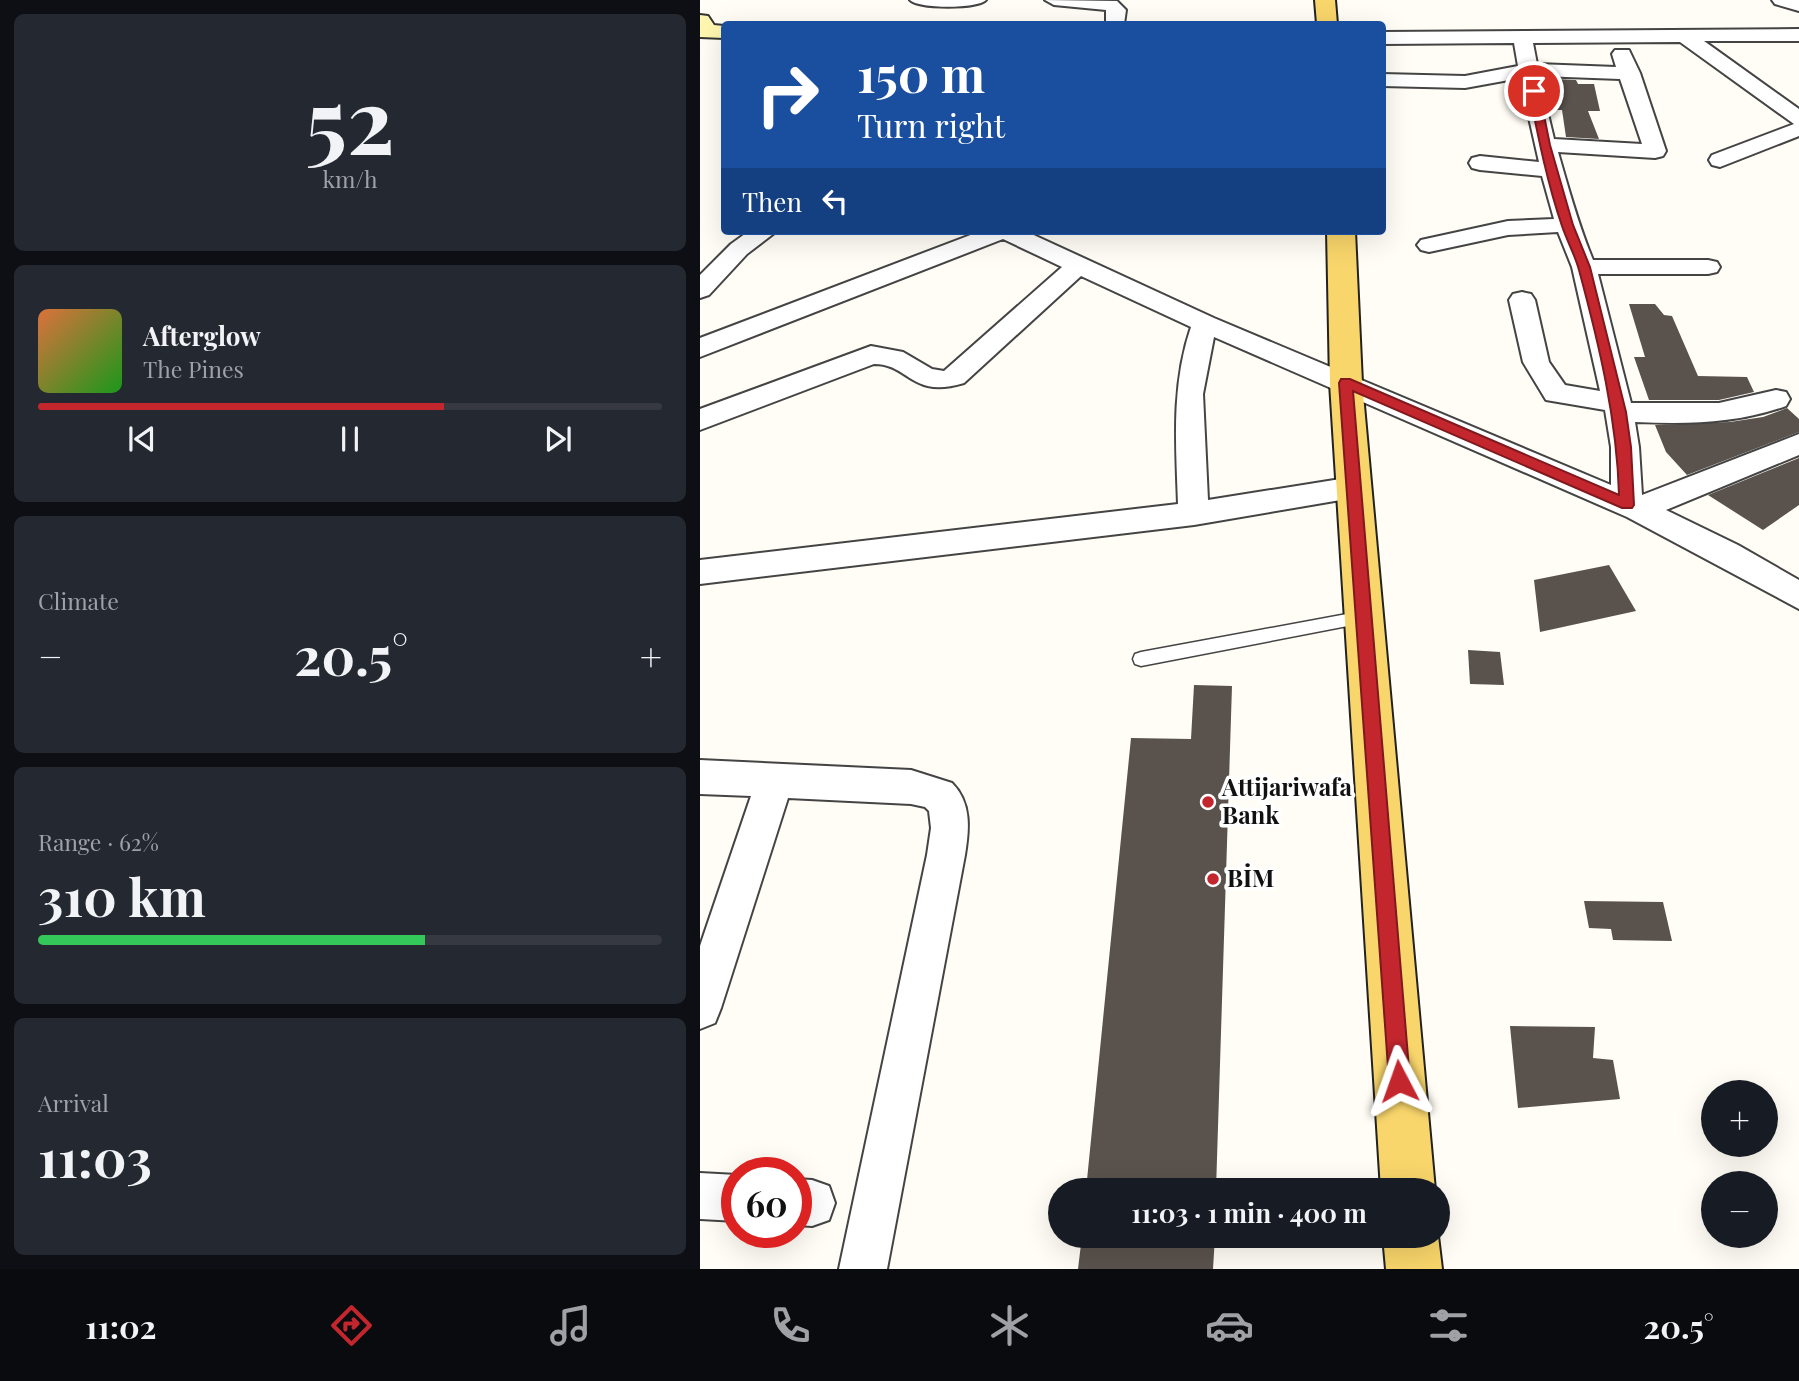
<!DOCTYPE html>
<meta charset="utf-8">
<style>
:root{--surface:#171b24;--page:#242831;--text:#f1f3f6;--muted:#9ea1a6;--line:#363941;--accent:#c4262e}
body{margin:0;font-family:"Playfair Display",serif;background:var(--page);color:var(--text);height:100vh;display:flex;flex-direction:column;font-size:26px;white-space:nowrap}
*{box-sizing:border-box;margin:0}
p{font-size:23px;color:var(--muted)}
.icon{flex:none;width:38px;height:38px;fill:none;stroke:currentColor;stroke-width:2;stroke-linecap:round;stroke-linejoin:round}
.map{position:relative;flex:1;overflow:hidden}
.sheet{display:flex;flex-direction:column;gap:14px;padding:14px;background:#0d0f14;width:700px}
.sheet>*{flex:none}
.banner{position:absolute;left:21px;top:21px;width:665px;height:214px;border-radius:7px;box-shadow:0 7px 28px #0002;background:#1a4fa0;color:#fff;overflow:hidden}
.fabs{position:absolute;left:1001px;top:1080px;display:grid;gap:14px}
.fabs a{display:grid;place-items:center;width:77px;height:77px;border-radius:50%;background:var(--surface);box-shadow:0 7px 28px #0002;font-size:35px}
.speed{position:absolute;left:21px;top:1157px;display:flex;gap:14px;font-size:35px;font-weight:700;text-align:center}
.speed>*{display:grid;place-content:center;width:91px;height:91px;border-radius:50%;background:var(--surface);box-shadow:0 7px 28px #0002;line-height:1}
.speed .limit{border:10px solid #d22;background:#fff;color:#111}
.pin{position:absolute;display:grid;place-items:center;width:60px;height:60px;color:#fff;margin:-30px;border:4px solid #fff;border-radius:50%;box-shadow:0 2px 7px #0007}
.me{position:absolute;width:77px;margin:-38px;rotate:356deg;stroke-linejoin:round;filter:drop-shadow(0 0 5px #0008)}
.turn{display:flex;align-items:center;gap:24px;height:147px;padding:0 21px;font-size:32px}
.turn .icon{width:91px;height:91px;stroke-width:2.5}
.turn b{display:block;font-size:49px;line-height:60px}
.then{display:flex;align-items:center;height:66px;padding:0 21px;background:#0003;gap:14px;font-size:26px}
.big{font-size:52px;font-weight:700;line-height:1.1}
.sheet .widget{flex:1;display:flex;flex-direction:column;justify-content:center;gap:10px;min-width:0;padding:0 24px;border-radius:10px;background:var(--page)}
.sheet .dial{align-items:center;gap:0}
.dial b{font-size:91px;line-height:1}
.song{display:flex;align-items:center;gap:21px}
.cover{width:84px;height:84px;border-radius:10px;background:linear-gradient(135deg,hsl(20 70% 55%),hsl(120 70% 35%))}
.played{height:7px;border-radius:4px;background:linear-gradient(90deg,var(--accent) 65%,var(--line) 65%)}
.keys{display:flex;justify-content:space-around;direction:ltr}
.heat{display:flex;justify-content:space-between;align-items:center;font-size:38px;direction:ltr}
.charge{height:10px;border-radius:5px;background:linear-gradient(90deg,#34c759 62%,var(--line) 0)}
.trip{position:absolute;left:348px;top:1178px;width:402px;height:70px;border-radius:35px;background:var(--surface);box-shadow:0 7px 28px #0002;font-weight:700;line-height:70px;text-align:center}
.menu{display:flex;height:112px;justify-content:space-around;align-items:center;background:#090b0e;color:var(--muted)}
.menu .icon{width:49px;height:49px}
.menu .active{color:var(--accent)}
.menu b{font-size:32px;color:var(--text)}
main{display:flex;flex:1;min-height:0}
.map>svg:first-child{display:block}
</style>
<main>
<section class="sheet">
<div class="widget dial"><b>52</b><p>km/h</p></div>
<div class="widget">
<div class="song"><i class="cover"></i><div><b>Afterglow</b><p>The Pines</p></div></div>
<div class="played"></div>
<div class="keys"><svg class="icon" aria-label="previous" viewBox="0 0 24 24"><path d="M18 5L8 12l10 7zM5 5v14"/></svg><svg class="icon" aria-label="pause" viewBox="0 0 24 24"><path d="M8 5v14M16 5v14"/></svg><svg class="icon" aria-label="next" viewBox="0 0 24 24"><path d="M6 5l10 7-10 7zM19 5v14"/></svg></div>
</div>
<div class="widget"><p>Climate</p>
<div class="heat"><a>−</a><b class="big">20.5°</b><a>+</a></div>
</div>
<div class="widget"><p>Range · 62%</p><b class="big">310 km</b><div class="charge"></div></div>
<div class="widget"><p>Arrival</p><b class="big">11:03</b></div>
</section>
<div class="map">
<svg width="1099" height="1269" viewBox="0 0 1099 1269">
<rect width="100%" height="100%" fill="#fffdf5"/>
<path fill="#5a524d" d="M 857,79 L 876,80 L 878,84 L 894,84 L 900,111 L 888,111 L 899,139 L 866,137 L 862,110 L 850,110 L 844,85 L 858,85 Z
M 810,86 L 819,86 L 824,109 L 810,109 Z
M 929,304 L 955,304 L 964,315 L 972,316 L 998,376 L 1047,377 L 1054,392 L 1019,400 L 949,400 L 934,357 L 945,357 Z
M 1087,408 L 1099,419 L 1099,432 L 987,475 L 966,452 L 955,425 L 1030,422 L 1063,417 Z
M 1099,458 L 1099,505 L 1063,530 L 1008,495 Z
M 909,565 L 936,611 L 840,632 L 834,580 Z
M 768,650 L 800,652 L 804,685 L 770,684 Z
M 494,685 L 532,686 L 516,1190 L 386,1190 L 431,738 L 491,739 Z
M 884,901 L 963,902 L 972,941 L 913,940 L 911,929 L 889,928 Z
M 810,1026 L 895,1027 L 893,1058 L 913,1060 L 920,1099 L 818,1108 Z
M 382,1236 L 515,1236 L 513,1269 L 378,1269 Z"/>
<g fill="none" stroke-linecap="round" stroke-linejoin="round">
<g stroke="#444" stroke-width="3">
<path id="lane" d="M 663,611 L 668,613 L 671,617 L 668,621 L 663,623 L 441,666 L 435,664 L 433,659 L 435,654 L 441,652 Z"/>
</g>
<g stroke="#444" stroke-width="4">
<path id="street" d="M 210,0 L 286,0 C 278,9 218,9 210,0 Z
M 345,0 L 417,1 L 426,10 L 424,24 L 406,24 L 406,10 L 354,5 Z
M 1072,0 L 1099,0 L 1099,11 L 1075,4 Z
M 1099,29 L 1099,41 L 1004,41 L 1099,109 L 1099,136 L 1020,167 L 1012,165 L 1009,160 L 1012,155 L 1094,124 L 980,42 L 833,43 L 837,64 L 916,67 L 912,54 L 915,50 L 929,50 L 940,73 L 966,151 L 963,156 L 955,158 L 858,152 C 868,187 878,224 893,260 L 1008,260 L 1017,262 L 1020,267 L 1017,272 L 1008,274 L 898,274 L 931,403 L 1019,403 L 1076,390 L 1086,392 L 1090,399 L 1086,406 C 1035,424 988,424 935,422 L 939,447 L 942,495 L 1099,434 L 1099,455 L 966,510 L 1038,545 L 1099,580 L 1099,609 L 927,517 L 514,337 L 503,394 L 508,500 L 653,477 L 664,480 L 668,488 L 664,496 L 494,525 L 0,584 L 0,560 L 478,504 C 476,444 471,386 491,327 L 381,276 L 264,383 C 210,399 210,364 174,364 L 0,430 L 0,409 L 171,346 L 203,352 L 232,369 L 244,371 L 362,267 L 303,239 L 0,357 L 0,338 L 281,231 L 325,231 L 514,318 L 911,485 L 911,447 L 905,410 L 846,400 L 823,362 L 809,300 L 813,294 L 822,292 L 831,294 L 835,300 L 849,362 L 865,385 L 900,391 L 872,267 L 858,232 L 808,235 L 729,252 L 721,250 L 717,245 L 721,240 L 808,221 L 854,219 L 842,176 L 780,170 L 772,168 L 769,163 L 772,158 L 780,156 L 839,162 L 820,78 L 765,88 L 682,86 L 682,74 L 765,76 L 818,66 L 814,43 L 682,44 L 682,32 ZM 839,76 L 920,79 L 942,144 L 854,139 Z
M 49,231 L 77,231 L 47,254 L 9,295 L 0,298 L 0,275 L 31,244 Z
M 0,760 L 211,770 L 252,783 C 272,803 269,830 265,855 L 187,1269 L 139,1269 L 227,855 L 231,828 L 229,811 L 225,807 L 211,804 L 88,798 L 21,1008 L 15,1023 L 0,1029 L 0,946 L 51,796 L 0,794 Z
M 0,1173 L 37,1175 L 37,1221 L 0,1219 Z
M 96,1179 L 112,1180 L 129,1186 L 135,1203 L 129,1220 L 112,1226 L 96,1225 Z"/>
</g>
<g stroke="#333" stroke-width="4">
<path id="secondary" d="M 0,15 L 8,16 L 14,25 L 24,26 L 24,38 L 0,37 Z"/>
</g>
<g stroke="#222" stroke-width="4">
<path id="primary" d="M 615,0 L 635,0 L 637,24 L 617,24 Z
M 627,231 L 655,231 L 662,383 L 735,1190 L 681,1190 L 630,383 Z
M 683,1236 L 738,1236 L 742,1269 L 686,1269 Z"/>
</g>
<use href="#lane" fill="#fff" fill-rule="evenodd"/>
<use href="#street" fill="#fff" fill-rule="evenodd"/>
<use href="#secondary" fill="#fff6b0" fill-rule="evenodd"/>
<use href="#primary" fill="#f9d66b" fill-rule="evenodd"/>
</g>
<path fill="#c4262e" stroke="#7f191e" stroke-width="2" d="M 834,88 L 839,91 L 850,145 L 873,225 L 890,267 L 926,412 L 931,447 L 934,505 L 932,508 L 922,508 L 653,391 L 710,1081 L 707,1088 L 699,1091 L 692,1088 L 689,1081 L 639,383 L 641,379 L 650,379 L 919,495 C 917,419 899,344 879,270 C 875,255 867,241 862,226 C 847,182 838,136 829,91 Z"/>
<g fill="#c4262e" stroke="#fff" stroke-width="2.5">
<circle cx="508" cy="802" r="7"/>
<circle cx="513" cy="879" r="7"/>
</g>
<g text-anchor="middle" stroke-width="7" stroke-linejoin="round" paint-order="stroke">
<g font-size="24" font-weight="bold" fill="#111" stroke="#fff" text-anchor="start">
<text x="522" y="796">Attijariwafa<tspan x="522" dy="28">Bank</tspan></text>
<text x="527" y="887">BİM</text>
</g>
</g>
</svg>
<div class="fabs">
<a>+</a>
<a>−</a>
</div>
<div class="speed"><div class="limit">60</div></div>
<div class="pin" style="left:834px;top:91px;background:#d93025"><svg class="icon" aria-label="arrive" viewBox="0 0 24 24"><path d="M6 21V4h12l-3 4 3 4H6"/></svg></div>
<svg class="me" style="left:699px;top:1081px" viewBox="-20 -20 40 40"><path d="M0-17L14 15 0 8-14 15z" fill="#c4262e" stroke="#fff" stroke-width="4"/></svg>
<div class="trip">11:03 · 1 min · 400 m</div>
<div class="banner">
<div class="turn"><svg class="icon" aria-label="right" viewBox="0 0 24 24"><path d="M7 20v-9h11M14 6l5 5-5 5"/></svg><div><b>150 m</b>Turn right</div></div>
<div class="then">Then<svg class="icon" aria-label="left" viewBox="0 0 24 24"><path d="M17 20v-9H6M10 6l-5 5 5 5"/></svg></div>
</div>
</div>
</main>
<nav class="menu">
<b>11:02</b>
<svg class="icon active" aria-label="directions" viewBox="0 0 24 24"><path d="M12 3l9 9-9 9-9-9zM9 14v-3h6M13 9l2 2-2 2"/></svg>
<svg class="icon" aria-label="music" viewBox="0 0 24 24"><path d="M9 18V5l10-2v13"/><circle cx="6" cy="18" r="3"/><circle cx="16" cy="16" r="3"/></svg>
<svg class="icon" aria-label="phone" viewBox="0 0 24 24"><path d="M5 4h4l2 5-3 2q2 4 5 5l2-3 5 2v4C11 20 4 13 5 4z"/></svg>
<svg class="icon" aria-label="climate" viewBox="0 0 24 24"><path d="M12 3v18M4 7l16 10M4 17L20 7"/></svg>
<svg class="icon" aria-label="car" viewBox="0 0 24 24"><path d="M5 17H2v-5l4-1 3-4h7l3 4 3 1v5h-3M9 17h6M6 11h13"/><circle cx="7" cy="17" r="2"/><circle cx="17" cy="17" r="2"/></svg>
<svg class="icon" aria-label="filters" viewBox="0 0 24 24"><path d="M4 7h16M4 17h16"/><circle cx="9" cy="7" r="2"/><circle cx="15" cy="17" r="2"/></svg>
<b>20.5°</b>
</nav>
··········
**What is needed**
For each line in the entries that contains the string "banner", make a copy.

**Exercise output**
.banner{position:absolute;left:21px;top:21px;width:665px;height:214px;border-radius:7px;box-shadow:0 7px 28px #0002;background:#1a4fa0;color:#fff;overflow:hidden}
<div class="banner">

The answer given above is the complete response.